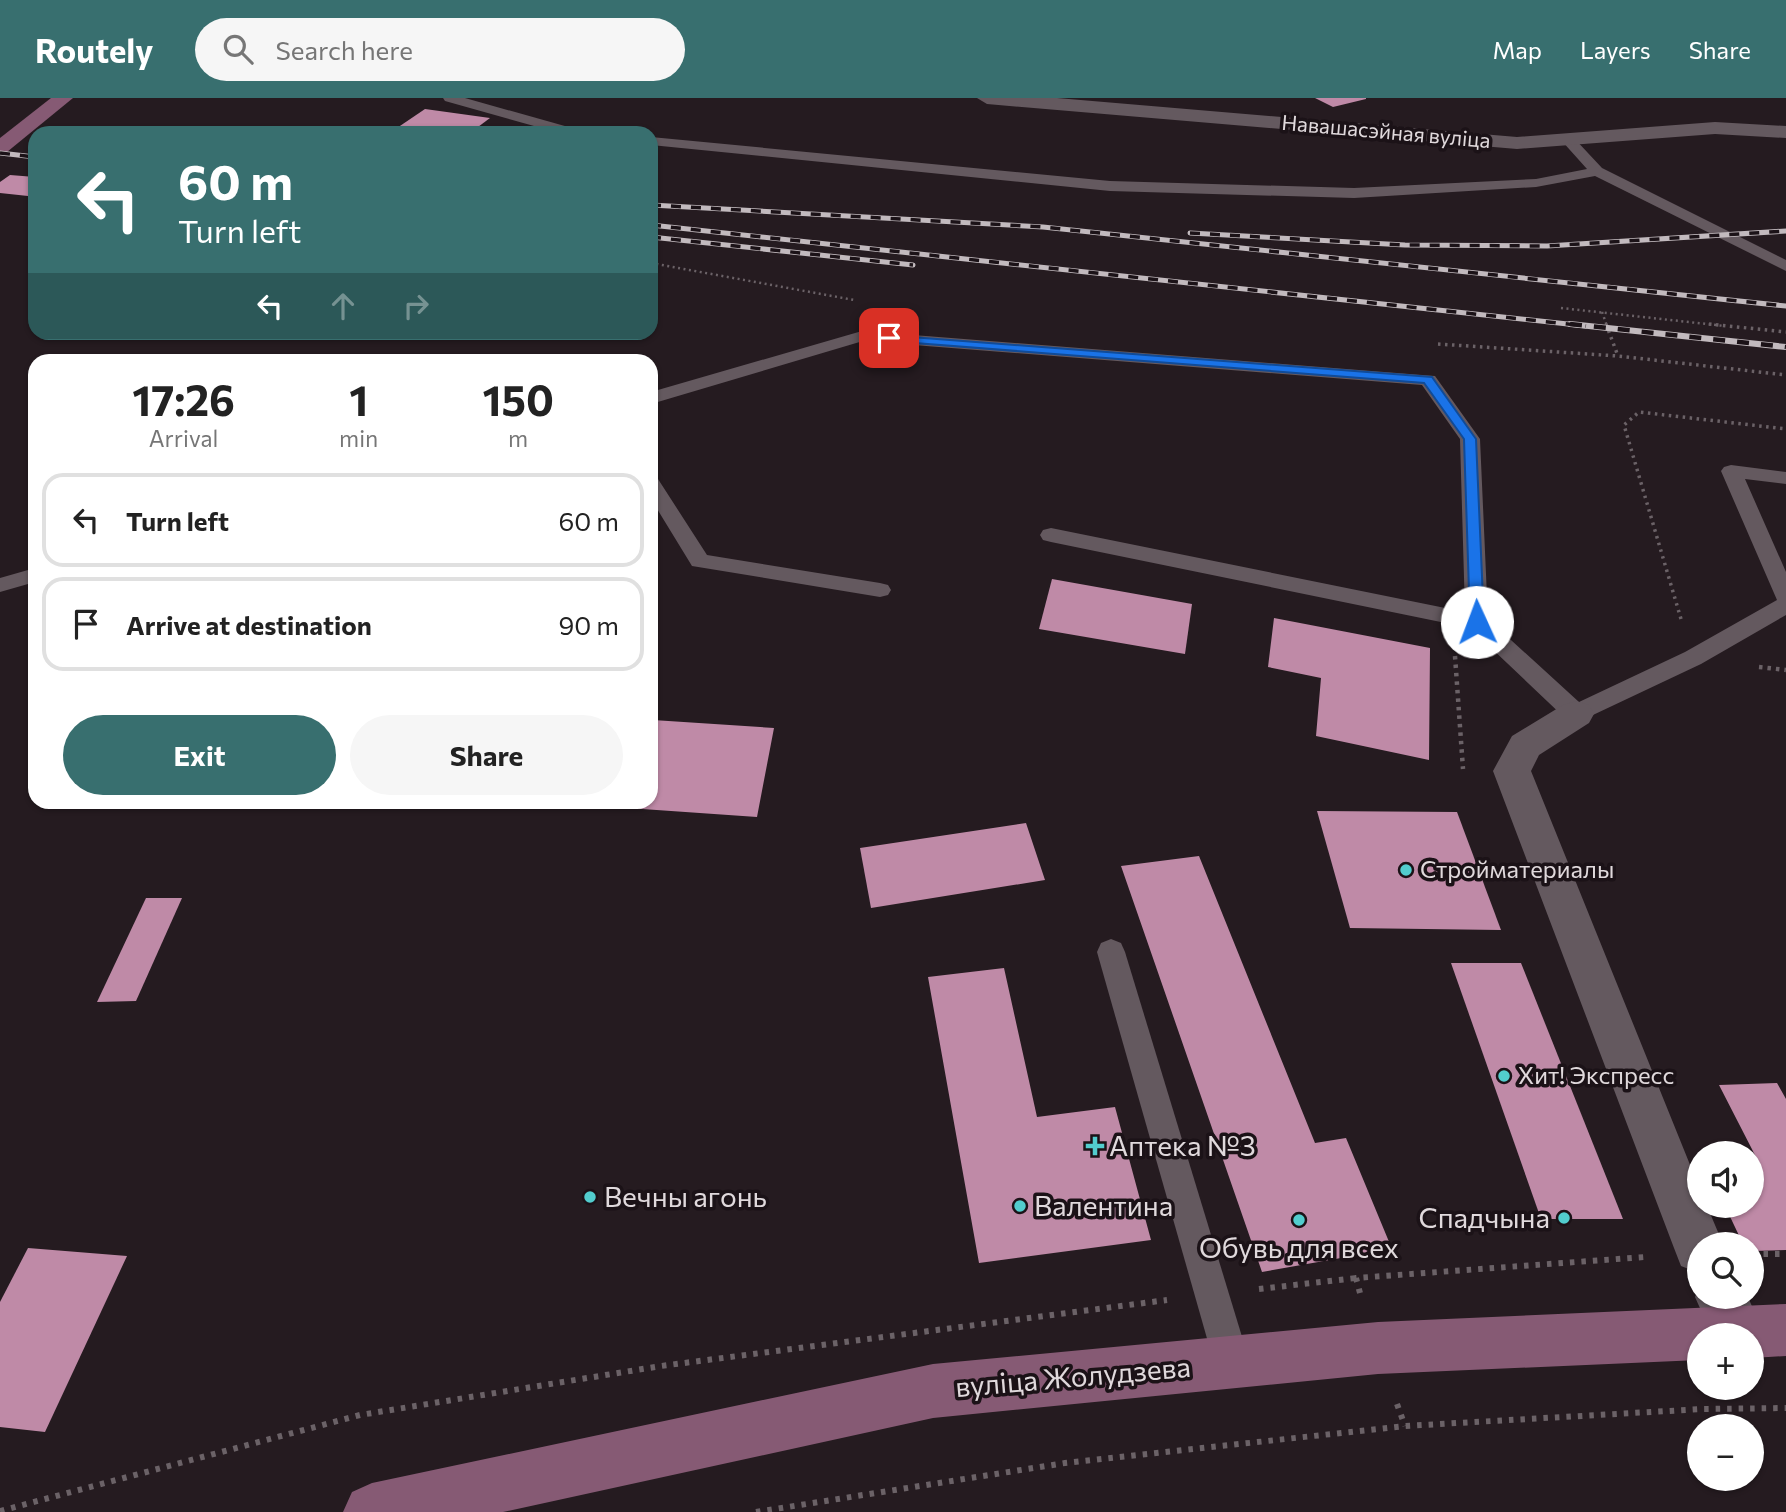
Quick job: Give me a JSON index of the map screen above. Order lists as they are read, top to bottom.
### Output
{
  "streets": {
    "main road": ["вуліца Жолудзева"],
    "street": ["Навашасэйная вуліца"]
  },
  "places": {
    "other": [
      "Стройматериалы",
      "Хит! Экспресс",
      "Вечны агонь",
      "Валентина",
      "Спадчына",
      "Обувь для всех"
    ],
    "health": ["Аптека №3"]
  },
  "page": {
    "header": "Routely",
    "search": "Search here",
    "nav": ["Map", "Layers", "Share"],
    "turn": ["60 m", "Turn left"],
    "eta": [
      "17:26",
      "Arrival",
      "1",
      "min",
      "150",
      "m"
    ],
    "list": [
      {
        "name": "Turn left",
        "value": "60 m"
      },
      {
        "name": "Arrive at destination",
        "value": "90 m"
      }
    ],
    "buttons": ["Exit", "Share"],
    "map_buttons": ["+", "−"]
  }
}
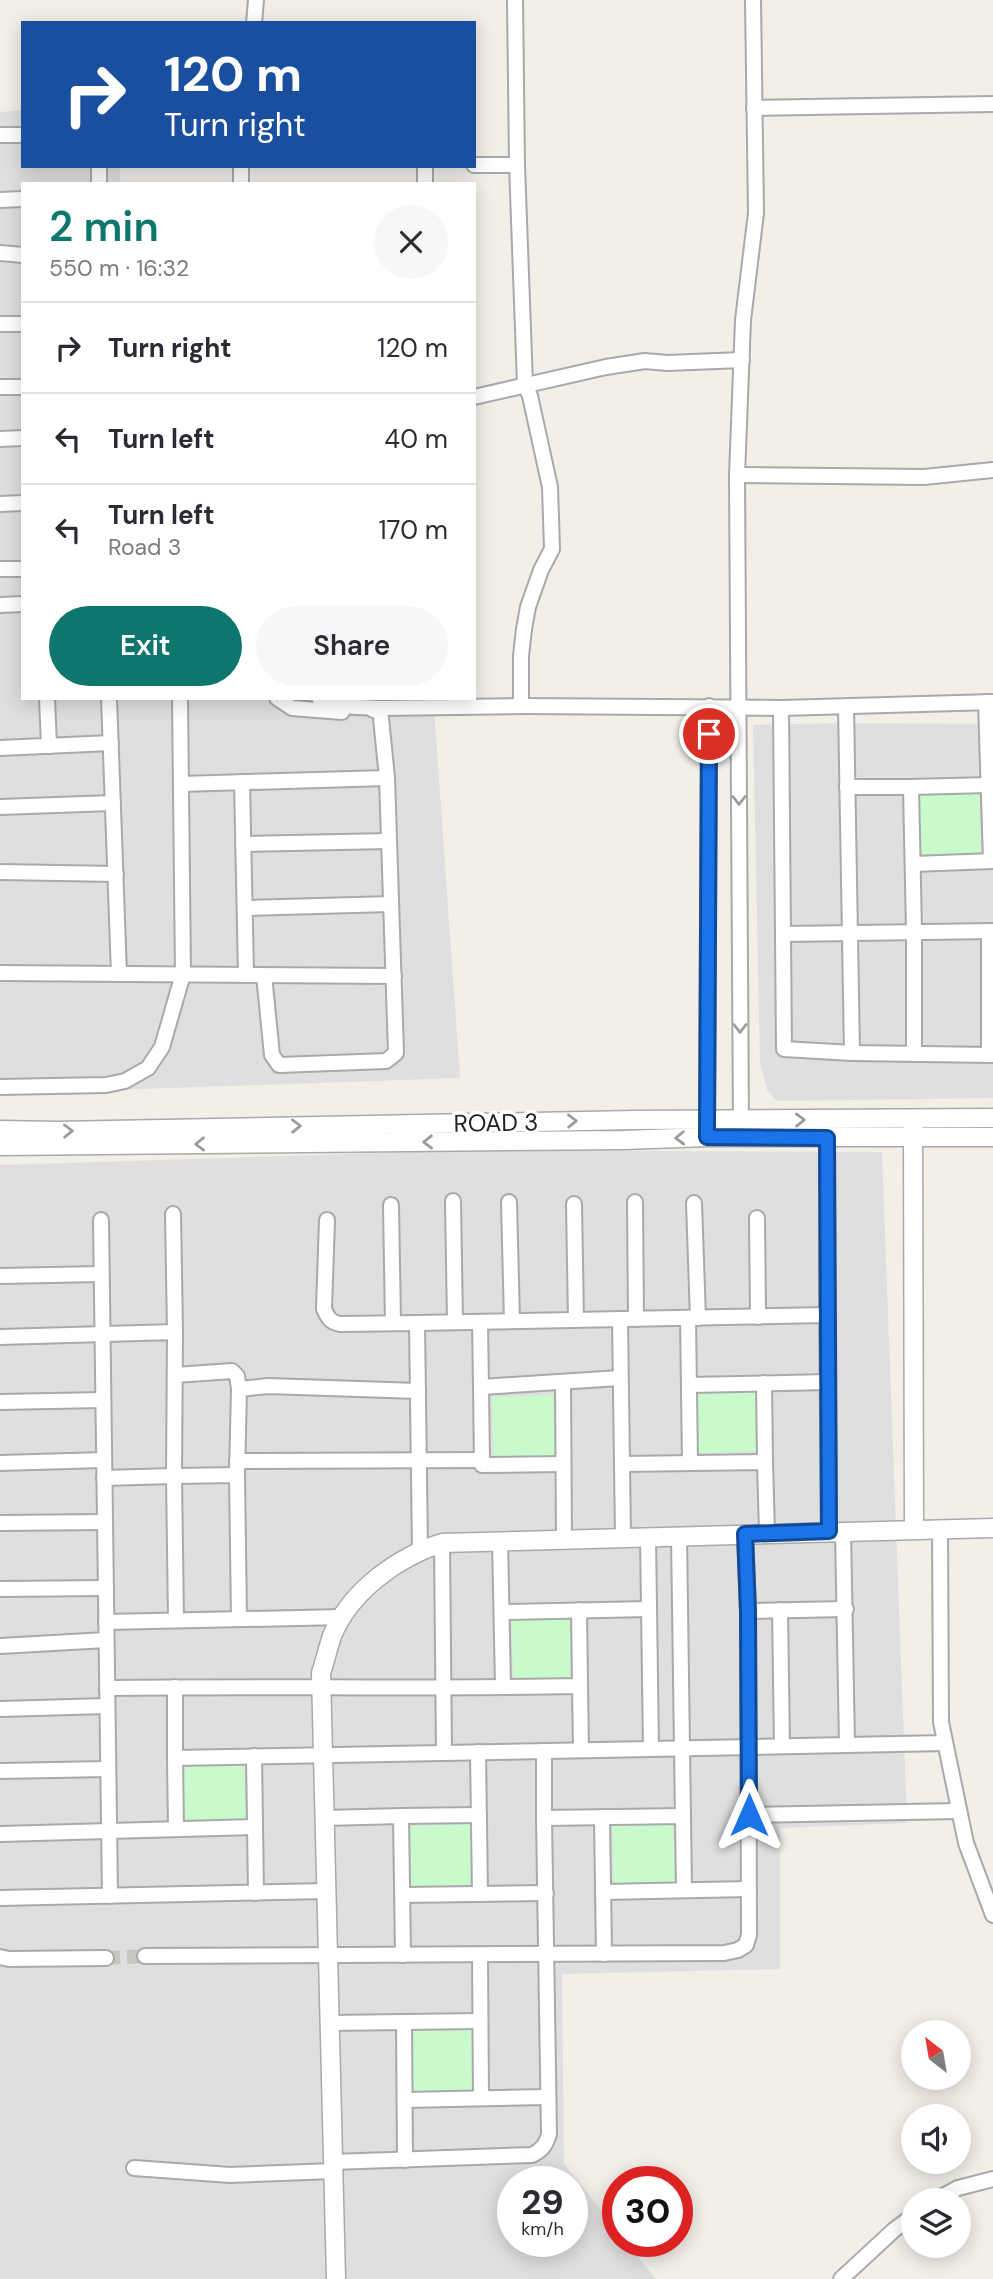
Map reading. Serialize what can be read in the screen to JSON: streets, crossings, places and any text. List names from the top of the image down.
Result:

*-*-*

(TASK DESCRIPTION) Please say how many lines of the material above include "screen", giving that number and no other words.

(TASK ANSWER) 2